This is the last week, and every entrant for Brighton must be in a similar state of mind. In the day job, as a medical librarian, I found myself looking at a database subject heading for castration anxiety.
I could not find a heading for marathon anxiety, but I'm sure that's what I am suffering from. During a last speed session on Seaford front this morning, I presented with the following symptoms:
- An unfounded belief that my right knee, shin and ankle will not last the course. I suddenly find I have twinges in parts of my body that I never knew I had
- Shoe anxiety: should I wear the very worn pair, which has seen me through all my long runs, or the faster, newer but less comfortable ones I wear for road training? Buying new ones is, naturally, out of the question at this late stage. Suppose my cats eat my shoelaces the night before the marathon?

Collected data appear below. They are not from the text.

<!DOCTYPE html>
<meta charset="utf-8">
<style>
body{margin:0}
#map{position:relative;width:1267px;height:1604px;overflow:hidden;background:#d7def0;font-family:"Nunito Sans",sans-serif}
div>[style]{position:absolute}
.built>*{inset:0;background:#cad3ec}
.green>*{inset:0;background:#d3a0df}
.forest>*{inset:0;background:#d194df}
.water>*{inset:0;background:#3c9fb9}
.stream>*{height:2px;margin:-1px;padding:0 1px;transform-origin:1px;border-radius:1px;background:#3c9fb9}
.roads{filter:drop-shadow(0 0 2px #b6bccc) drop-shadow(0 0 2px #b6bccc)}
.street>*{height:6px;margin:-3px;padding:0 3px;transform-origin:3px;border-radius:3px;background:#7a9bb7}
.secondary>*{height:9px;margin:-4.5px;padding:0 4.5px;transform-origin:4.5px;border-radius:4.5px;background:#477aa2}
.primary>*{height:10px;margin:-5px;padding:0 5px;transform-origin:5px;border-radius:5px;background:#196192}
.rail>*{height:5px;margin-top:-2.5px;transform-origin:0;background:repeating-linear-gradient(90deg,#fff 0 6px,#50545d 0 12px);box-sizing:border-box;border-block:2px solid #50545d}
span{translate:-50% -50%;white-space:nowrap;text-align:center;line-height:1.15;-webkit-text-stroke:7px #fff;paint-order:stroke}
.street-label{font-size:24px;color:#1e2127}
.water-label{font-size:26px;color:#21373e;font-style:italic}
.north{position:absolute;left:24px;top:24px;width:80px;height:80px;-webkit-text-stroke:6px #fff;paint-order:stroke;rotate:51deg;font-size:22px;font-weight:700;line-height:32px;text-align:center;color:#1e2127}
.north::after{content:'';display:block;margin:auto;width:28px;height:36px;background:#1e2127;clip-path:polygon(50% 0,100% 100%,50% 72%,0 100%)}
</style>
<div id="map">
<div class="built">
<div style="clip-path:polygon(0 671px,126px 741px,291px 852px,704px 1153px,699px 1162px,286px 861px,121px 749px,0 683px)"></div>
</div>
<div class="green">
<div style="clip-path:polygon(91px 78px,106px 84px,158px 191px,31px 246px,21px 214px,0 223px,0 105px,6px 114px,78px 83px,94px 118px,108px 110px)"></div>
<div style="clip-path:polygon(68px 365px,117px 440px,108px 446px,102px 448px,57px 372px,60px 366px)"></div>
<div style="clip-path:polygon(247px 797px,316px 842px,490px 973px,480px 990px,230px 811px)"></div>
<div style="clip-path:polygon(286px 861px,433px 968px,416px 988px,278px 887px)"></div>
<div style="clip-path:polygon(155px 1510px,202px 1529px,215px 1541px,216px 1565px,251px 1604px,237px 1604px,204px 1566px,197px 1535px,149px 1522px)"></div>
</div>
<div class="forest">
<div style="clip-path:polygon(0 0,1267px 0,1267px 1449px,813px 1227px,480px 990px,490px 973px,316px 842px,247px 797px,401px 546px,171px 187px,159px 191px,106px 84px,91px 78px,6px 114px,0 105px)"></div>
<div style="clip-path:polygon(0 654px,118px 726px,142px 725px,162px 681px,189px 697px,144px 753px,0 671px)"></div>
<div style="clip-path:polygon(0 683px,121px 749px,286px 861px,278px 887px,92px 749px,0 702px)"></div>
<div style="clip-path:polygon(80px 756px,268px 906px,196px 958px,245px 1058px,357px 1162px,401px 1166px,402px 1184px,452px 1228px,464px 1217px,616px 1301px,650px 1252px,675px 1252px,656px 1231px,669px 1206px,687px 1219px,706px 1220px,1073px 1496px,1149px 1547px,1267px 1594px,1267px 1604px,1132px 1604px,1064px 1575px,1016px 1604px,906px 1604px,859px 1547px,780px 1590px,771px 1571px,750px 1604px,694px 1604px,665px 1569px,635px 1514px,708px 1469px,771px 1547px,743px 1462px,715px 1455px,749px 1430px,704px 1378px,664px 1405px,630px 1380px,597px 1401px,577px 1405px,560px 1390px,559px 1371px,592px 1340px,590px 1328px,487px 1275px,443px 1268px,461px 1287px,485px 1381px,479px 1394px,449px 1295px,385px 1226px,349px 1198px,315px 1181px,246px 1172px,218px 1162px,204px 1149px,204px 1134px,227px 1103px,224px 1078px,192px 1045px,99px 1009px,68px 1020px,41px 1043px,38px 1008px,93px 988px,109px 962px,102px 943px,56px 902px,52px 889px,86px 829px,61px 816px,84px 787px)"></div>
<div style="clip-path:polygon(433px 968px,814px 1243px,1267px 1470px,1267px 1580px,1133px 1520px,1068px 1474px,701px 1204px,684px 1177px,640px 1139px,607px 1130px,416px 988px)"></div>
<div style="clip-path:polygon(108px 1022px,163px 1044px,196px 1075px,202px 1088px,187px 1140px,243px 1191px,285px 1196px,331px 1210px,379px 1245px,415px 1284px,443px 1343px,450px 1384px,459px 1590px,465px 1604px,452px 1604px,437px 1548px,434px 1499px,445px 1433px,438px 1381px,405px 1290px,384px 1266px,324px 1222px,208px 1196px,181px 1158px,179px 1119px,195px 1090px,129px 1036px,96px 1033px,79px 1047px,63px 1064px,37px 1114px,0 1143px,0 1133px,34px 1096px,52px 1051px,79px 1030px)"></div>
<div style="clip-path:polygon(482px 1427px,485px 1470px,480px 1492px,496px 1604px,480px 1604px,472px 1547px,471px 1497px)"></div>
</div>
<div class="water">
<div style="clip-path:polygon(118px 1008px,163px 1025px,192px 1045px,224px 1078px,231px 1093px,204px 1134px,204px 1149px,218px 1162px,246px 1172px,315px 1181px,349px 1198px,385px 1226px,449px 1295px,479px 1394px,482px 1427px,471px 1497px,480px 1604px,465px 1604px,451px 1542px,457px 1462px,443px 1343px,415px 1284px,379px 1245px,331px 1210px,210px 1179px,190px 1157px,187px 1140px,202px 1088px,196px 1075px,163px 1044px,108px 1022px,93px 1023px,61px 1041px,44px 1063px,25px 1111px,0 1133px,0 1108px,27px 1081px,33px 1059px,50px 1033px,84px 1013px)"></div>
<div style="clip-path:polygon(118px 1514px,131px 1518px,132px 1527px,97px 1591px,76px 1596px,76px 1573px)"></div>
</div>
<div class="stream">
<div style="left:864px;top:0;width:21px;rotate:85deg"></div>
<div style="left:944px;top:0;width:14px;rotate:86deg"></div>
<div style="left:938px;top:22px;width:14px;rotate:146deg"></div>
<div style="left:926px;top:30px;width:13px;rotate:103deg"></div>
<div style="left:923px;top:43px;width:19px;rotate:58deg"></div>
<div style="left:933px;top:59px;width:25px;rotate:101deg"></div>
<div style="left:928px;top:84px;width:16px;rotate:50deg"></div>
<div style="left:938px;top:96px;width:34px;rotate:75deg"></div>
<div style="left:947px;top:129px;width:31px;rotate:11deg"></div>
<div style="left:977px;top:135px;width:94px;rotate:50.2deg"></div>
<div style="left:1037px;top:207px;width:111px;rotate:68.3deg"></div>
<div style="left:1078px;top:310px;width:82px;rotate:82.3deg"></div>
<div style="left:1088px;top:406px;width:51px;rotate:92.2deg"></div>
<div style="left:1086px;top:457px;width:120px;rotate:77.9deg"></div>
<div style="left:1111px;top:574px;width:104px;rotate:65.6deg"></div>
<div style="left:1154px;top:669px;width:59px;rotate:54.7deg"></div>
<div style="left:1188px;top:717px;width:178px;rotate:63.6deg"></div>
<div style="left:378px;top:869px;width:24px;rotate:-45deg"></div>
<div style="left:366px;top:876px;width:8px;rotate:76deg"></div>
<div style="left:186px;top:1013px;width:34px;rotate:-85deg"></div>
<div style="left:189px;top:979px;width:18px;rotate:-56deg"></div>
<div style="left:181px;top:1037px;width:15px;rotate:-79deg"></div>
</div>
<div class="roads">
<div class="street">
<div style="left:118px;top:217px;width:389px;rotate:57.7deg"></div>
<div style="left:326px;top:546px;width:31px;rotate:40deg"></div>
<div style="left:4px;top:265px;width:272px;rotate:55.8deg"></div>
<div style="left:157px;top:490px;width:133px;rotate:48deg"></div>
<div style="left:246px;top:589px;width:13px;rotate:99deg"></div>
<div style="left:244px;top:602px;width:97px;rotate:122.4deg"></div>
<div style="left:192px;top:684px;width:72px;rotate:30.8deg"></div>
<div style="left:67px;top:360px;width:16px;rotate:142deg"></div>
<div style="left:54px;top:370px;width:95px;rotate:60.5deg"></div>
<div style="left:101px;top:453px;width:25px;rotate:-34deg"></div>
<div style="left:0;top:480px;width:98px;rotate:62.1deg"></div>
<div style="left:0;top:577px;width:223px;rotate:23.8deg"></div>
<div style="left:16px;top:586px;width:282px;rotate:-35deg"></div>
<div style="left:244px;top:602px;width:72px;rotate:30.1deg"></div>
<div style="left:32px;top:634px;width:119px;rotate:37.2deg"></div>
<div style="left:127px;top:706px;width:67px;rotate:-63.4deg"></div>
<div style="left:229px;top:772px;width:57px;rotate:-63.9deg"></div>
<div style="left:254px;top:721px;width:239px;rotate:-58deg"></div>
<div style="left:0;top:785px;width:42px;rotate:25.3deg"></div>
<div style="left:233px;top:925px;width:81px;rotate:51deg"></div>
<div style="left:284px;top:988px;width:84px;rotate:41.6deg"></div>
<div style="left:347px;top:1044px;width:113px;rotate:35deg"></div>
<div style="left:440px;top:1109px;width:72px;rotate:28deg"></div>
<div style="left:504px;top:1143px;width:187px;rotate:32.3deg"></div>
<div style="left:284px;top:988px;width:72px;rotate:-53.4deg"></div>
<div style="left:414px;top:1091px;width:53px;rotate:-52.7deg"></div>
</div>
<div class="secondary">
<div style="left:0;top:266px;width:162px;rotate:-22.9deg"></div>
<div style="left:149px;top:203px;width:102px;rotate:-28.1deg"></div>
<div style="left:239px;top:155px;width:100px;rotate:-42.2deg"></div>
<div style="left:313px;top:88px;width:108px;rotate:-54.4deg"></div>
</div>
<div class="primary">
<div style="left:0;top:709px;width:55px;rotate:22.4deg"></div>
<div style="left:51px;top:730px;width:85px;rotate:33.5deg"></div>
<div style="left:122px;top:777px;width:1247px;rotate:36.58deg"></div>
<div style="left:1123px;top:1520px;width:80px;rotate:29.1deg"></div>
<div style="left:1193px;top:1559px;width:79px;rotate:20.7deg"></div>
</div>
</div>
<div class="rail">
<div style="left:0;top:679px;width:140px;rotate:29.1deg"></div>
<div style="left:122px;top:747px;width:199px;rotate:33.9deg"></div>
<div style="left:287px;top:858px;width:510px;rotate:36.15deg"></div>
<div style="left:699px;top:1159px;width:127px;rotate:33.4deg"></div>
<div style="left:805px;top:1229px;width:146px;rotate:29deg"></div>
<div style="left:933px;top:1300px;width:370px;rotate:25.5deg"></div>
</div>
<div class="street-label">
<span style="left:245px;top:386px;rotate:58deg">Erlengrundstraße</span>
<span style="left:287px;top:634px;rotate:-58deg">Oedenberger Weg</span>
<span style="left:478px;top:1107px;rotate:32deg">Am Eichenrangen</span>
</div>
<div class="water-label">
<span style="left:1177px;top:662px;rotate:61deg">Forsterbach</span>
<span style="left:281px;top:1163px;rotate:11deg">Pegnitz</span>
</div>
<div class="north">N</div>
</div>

- Forebodings about the Shoreham stretch, those long miles round the docks with few spectators and nothing but will-power to keep one going
- Weather neurosis: will it be hot, like last year, with exhausted runners carted off in wheelbarrows? Or wet and windy like last weekend?
- What if aliens invade and take us all off to their galaxy, to farm us as we farm cattle and swine? What if I wake, turned like Joseph K into a giant insect? What if the road collapses and we all fall into a sewer and drown?
Some of these fears can be planned for; for the others, I can do nothing about, so it is not worth worrying. As for castration, it is, I hope, unlikely.